[Stored dataset items]
•••
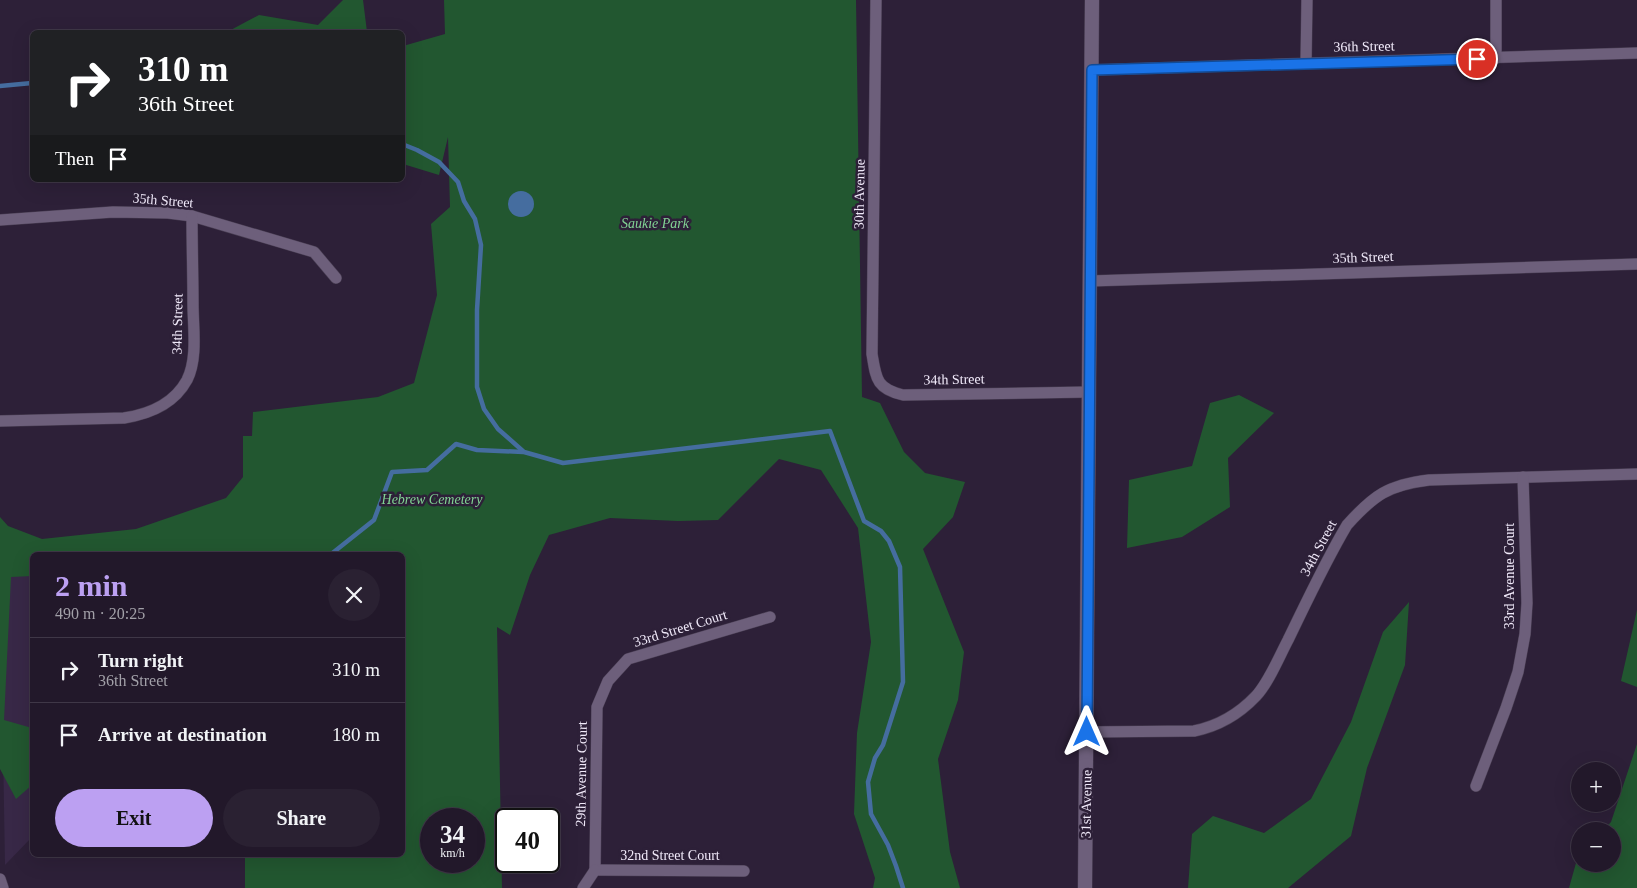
<!DOCTYPE html>
<meta charset="utf-8">
<style>
:root{--surface:#22182a;--page:#2a2132;--text:#f1f3f6;--muted:#a2a0a8;--line:#3f3747;--accent:#bca0f2}
body{margin:0;font-family:Georgia,serif;background:var(--page);color:var(--text);height:100vh;display:flex;flex-direction:column;font-size:19px;white-space:nowrap}
*{box-sizing:border-box;margin:0}
p{font-size:16px;color:var(--muted)}
.icon{flex:none;width:28px;height:28px;fill:none;stroke:currentColor;stroke-width:2;stroke-linecap:round;stroke-linejoin:round}
.map{position:relative;flex:1;overflow:hidden}
.panel{position:absolute;left:30px;top:552px;width:375px;height:305px;display:flex;flex-direction:column;background:var(--surface);border-radius:8px;box-shadow:0 5px 20px #0002,0 0 0 1px var(--line)}
.panel>*{flex:none}
.hud{position:absolute;left:30px;top:30px;width:375px;height:152px;border-radius:8px;box-shadow:0 5px 20px #0002,0 0 0 1px var(--line);background:#202124;color:#fff;overflow:hidden}
.controls{position:absolute;left:1571px;top:762px;display:grid;gap:10px}
.controls a{display:grid;place-items:center;width:50px;height:50px;border-radius:50%;background:var(--surface);box-shadow:0 5px 20px #0002,0 0 0 1px var(--line);font-size:25px}
.speed{position:absolute;left:420px;top:808px;display:flex;gap:10px;font-size:25px;font-weight:700;text-align:center}
.speed>*{display:grid;place-content:center;width:65px;height:65px;border-radius:50%;background:var(--surface);box-shadow:0 5px 20px #0002,0 0 0 1px var(--line);line-height:1}
.speed small{font-size:12px;font-weight:400}
.speed .limit{border:2px solid #111;border-radius:8px;background:#fff;color:#111}
.pin{position:absolute;display:grid;place-items:center;width:42px;height:42px;color:#fff;margin:-21px;border:2px solid #fff;border-radius:50%;box-shadow:0 1px 5px #0007}
.me{position:absolute;width:55px;margin:-28px;rotate:0deg;stroke-linejoin:round;filter:drop-shadow(0 0 4px #0008)}
.turn{display:flex;align-items:center;gap:18px;height:105px;padding:0 25px;font-size:22px}
.turn .icon{width:65px;height:65px;stroke-width:2.5}
.turn b{display:block;font-size:35px;line-height:42px}
.then{display:flex;align-items:center;height:48px;padding:0 25px;background:#0003;gap:10px;font-size:19px}
.round{display:grid;place-items:center;flex:none;width:52px;height:52px;border-radius:26px;background:var(--page)}
.head{display:flex;align-items:center;justify-content:space-between;height:85px;padding:0 25px}
h1{font-size:30px;font-weight:800;line-height:38px;color:var(--accent)}
.button{display:flex;gap:10px;margin-top:auto;padding:10px 25px}
.button a{flex:1;height:58px;border-radius:30px;background:var(--accent);color:#111;font-size:20px;font-weight:800;line-height:58px;text-align:center}
.button a+a{background:var(--page);color:var(--text)}
ul{padding:0;list-style:none}
li{display:flex;align-items:center;gap:15px;height:65px;padding:0 25px;border-top:1px solid var(--line)}
li div{flex:1}
li b{display:block;font-size:19px}
li em{font-style:normal}
.map>svg:first-child{display:block}
</style>
<div class="map">
<svg width="1637" height="888" viewBox="0 0 1637 888">
<rect width="100%" height="100%" fill="#2d2038"/>
<!-- built -->
<polygon fill="#382847" points="0,568 32,568 32,837 5,865"/>
<!-- green -->
<g fill="#225730" fill-rule="evenodd">
<polygon points="343,0 363,0 367,32 227,32 259,15 318,25"/>
<path d="M 444,0 L 856,0 L 862,397 L 880,403 L 904,452 L 925,473 L 965,482 L 953,517 L 923,549 L 964,652 L 958,700 L 938,759 L 950,852 L 960,888 L 873,888 L 875,878 L 854,814 L 857,733 L 871,642 L 858,528 L 821,470 L 779,459 L 718,520 L 678,521 L 610,518 L 549,535 L 530,575 L 510,635 L 497,627 L 502,888 L 245,888 L 245,855 L 402,855 L 402,555 L 32,555 L 32,576 L 11,577 L 4,720 L 32,728 L 32,785 L 16,799 L 0,769 L 0,517 L 8,526 L 42,539 L 136,529 L 226,498 L 243,477 L 243,436 L 252,436 L 253,412 L 378,397 L 414,383 L 437,295 L 431,224 L 450,207 L 448,137 L 439,175 L 403,164 L 403,46 L 445,34 ZM 431,819 L 474,819 L 474,861 L 431,861 Z"/>
<polygon points="1239,395 1274,413 1228,458 1230,507 1182,537 1127,548 1129,480 1192,466 1210,403"/>
<polygon points="1409,602 1405,665 1367,768 1351,836 1288,888 1188,888 1192,834 1213,816 1264,833 1311,799 1351,722 1383,632"/>
<polygon points="1637,610 1637,687 1621,681"/>
<polygon points="1637,744 1637,888 1569,888 1576,863 1580,859 1580,864 1612,864 1612,831 1603,831 1611,822"/>
</g>
<!-- water -->
<circle fill="#456d9f" cx="521" cy="204" r="13"/>
<g fill="none" stroke-linecap="round" stroke-linejoin="round">
<!-- stream -->
<g stroke="#456d9f" stroke-width="4.5">
<polyline points="0,86 32,83"/>
<polyline points="402,144 417,150 439,162 458,182 464,201 475,219 481,245 477,310 477,387 484,409 498,429 524,452 563,463 830,431 864,521 881,531 889,541 900,567 903,682 883,745 875,758 868,782 871,814 888,845 896,866 903,888"/>
<polyline points="330,555 374,520 392,472 427,470 456,444 477,450 523,452"/>
</g>
<!-- minor casing -->
<g stroke="#4a3f54" stroke-width="12">
<g id="minor">
<path d="M 876,0 L 872,354 C 876,378 876,389 903,395 L 1089,392"/>
<polyline points="1496,58 1496,0"/>
<polyline points="1306,63 1307,0"/>
<polyline points="1092,70 1637,53"/>
<polyline points="0,220 113,212 168,213 192,216 314,252 336,278"/>
<polyline points="1090,281 1637,264"/>
<path d="M 0,421 L 124,418 C 150,414 174,404 187,380 C 198,358 193,327 193,304 C 193,275 192,246 192,216"/>
<path d="M 1087,732 L 1194,731 C 1219,726 1238,715 1256,696 C 1269,682 1279,657 1288,640 C 1307,601 1325,562 1347,525 C 1374,495 1388,485 1429,480 L 1637,474"/>
<polyline points="1476,786 1506,708 1518,672 1525,634 1527,603 1523,477"/>
<polyline points="595,870 597,707 608,681 628,659 770,617"/>
<polyline points="595,870 744,871"/>
<polyline points="0,879 3,888"/>
<polyline points="583,888 595,870"/>
</g>
</g>
<!-- tertiary casing -->
<g stroke="#4a3f54" stroke-width="15">
<polyline id="tertiary" points="1085,888 1092,0"/>
</g>
<!-- minor -->
<use href="#minor" stroke="#6d5f7b" stroke-width="11"/>
<!-- tertiary -->
<use href="#tertiary" stroke="#6d5f7b" stroke-width="14"/>
</g>
<g fill="none" stroke-linecap="round" stroke-linejoin="round">
<!-- route casing -->
<g stroke="#114b97" stroke-width="12">
<polyline id="route" points="1087,732 1092,70 1477,59"/>
</g>
<!-- route -->
<use href="#route" stroke="#1a73e8" stroke-width="9"/>
</g>
<g text-anchor="middle" stroke-width="5" stroke-linejoin="round" paint-order="stroke">
<!-- street labels -->
<g font-size="14" fill="#f1eafa" stroke="#2d2038">
<text transform="translate(1364 46) rotate(-1)" y="5">36th Street</text>
<text transform="translate(859 194) rotate(-89)" y="5">30th Avenue</text>
<text transform="translate(163 200) rotate(5)" y="5">35th Street</text>
<text transform="translate(1363 257) rotate(-2)" y="5">35th Street</text>
<text transform="translate(177 324) rotate(-89)" y="5">34th Street</text>
<text transform="translate(954 379) rotate(-1)" y="5">34th Street</text>
<text transform="translate(1318 548) rotate(-62)" y="5">34th Street</text>
<text transform="translate(1509 576) rotate(-90)" y="5">33rd Avenue Court</text>
<text transform="translate(680 628) rotate(-17)" y="5">33rd Street Court</text>
<text transform="translate(581 774) rotate(-89)" y="5">29th Avenue Court</text>
<text transform="translate(1086 804) rotate(-89)" y="5">31st Avenue</text>
<text x="670" y="860">32nd Street Court</text>
</g>
<!-- park labels -->
<g font-size="14" font-style="italic" fill="#82d494" stroke="#2d2038">
<text x="655" y="228">Saukie Park</text>
<text x="432" y="504">Hebrew Cemetery</text>
</g>
</g>
</svg>
<div class="controls">
<a>+</a>
<a>−</a>
</div>
<div class="speed"><div>34<small>km/h</small></div><div class="limit">40</div></div>
<div class="pin" style="left:1477px;top:59px;background:#d93025"><svg class="icon" aria-label="arrive" viewBox="0 0 24 24"><path d="M6 21V4h12l-3 4 3 4H6"/></svg></div>
<svg class="me" style="left:1087px;top:732px" viewBox="-20 -20 40 40"><path d="M0-17L14 15 0 8-14 15z" fill="#1a73e8" stroke="#fff" stroke-width="4"/></svg>
<div class="hud">
<div class="turn"><svg class="icon" aria-label="right" viewBox="0 0 24 24"><path d="M7 20v-9h11M14 6l5 5-5 5"/></svg><div><b>310 m</b>36th Street</div></div>
<div class="then">Then<svg class="icon" aria-label="arrive" viewBox="0 0 24 24"><path d="M6 21V4h12l-3 4 3 4H6"/></svg></div>
</div>
<section class="panel">
<div class="head"><div><h1>2 min</h1><p>490 m · 20:25</p></div><a class="round"><svg class="icon" aria-label="close" viewBox="0 0 24 24"><path d="M6 6l12 12M18 6L6 18"/></svg></a></div>
<ul>
<li><svg class="icon" aria-label="right" viewBox="0 0 24 24"><path d="M7 20v-9h11M14 6l5 5-5 5"/></svg><div><b>Turn right</b><p>36th Street</p></div><em>310 m</em></li>
<li><svg class="icon" aria-label="arrive" viewBox="0 0 24 24"><path d="M6 21V4h12l-3 4 3 4H6"/></svg><div><b>Arrive at destination</b></div><em>180 m</em></li>
</ul>
<div class="button"><a>Exit</a><a>Share</a></div>
</section>
</div>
•••
About this task
Copy the lines of the data above exactly as written, beginning with the line containing "374,520 392,472 427,470" and ending with the line containing "1087,732 L 1194,731", and leave out all other lines.

Written answer
<polyline points="330,555 374,520 392,472 427,470 456,444 477,450 523,452"/>
</g>
<!-- minor casing -->
<g stroke="#4a3f54" stroke-width="12">
<g id="minor">
<path d="M 876,0 L 872,354 C 876,378 876,389 903,395 L 1089,392"/>
<polyline points="1496,58 1496,0"/>
<polyline points="1306,63 1307,0"/>
<polyline points="1092,70 1637,53"/>
<polyline points="0,220 113,212 168,213 192,216 314,252 336,278"/>
<polyline points="1090,281 1637,264"/>
<path d="M 0,421 L 124,418 C 150,414 174,404 187,380 C 198,358 193,327 193,304 C 193,275 192,246 192,216"/>
<path d="M 1087,732 L 1194,731 C 1219,726 1238,715 1256,696 C 1269,682 1279,657 1288,640 C 1307,601 1325,562 1347,525 C 1374,495 1388,485 1429,480 L 1637,474"/>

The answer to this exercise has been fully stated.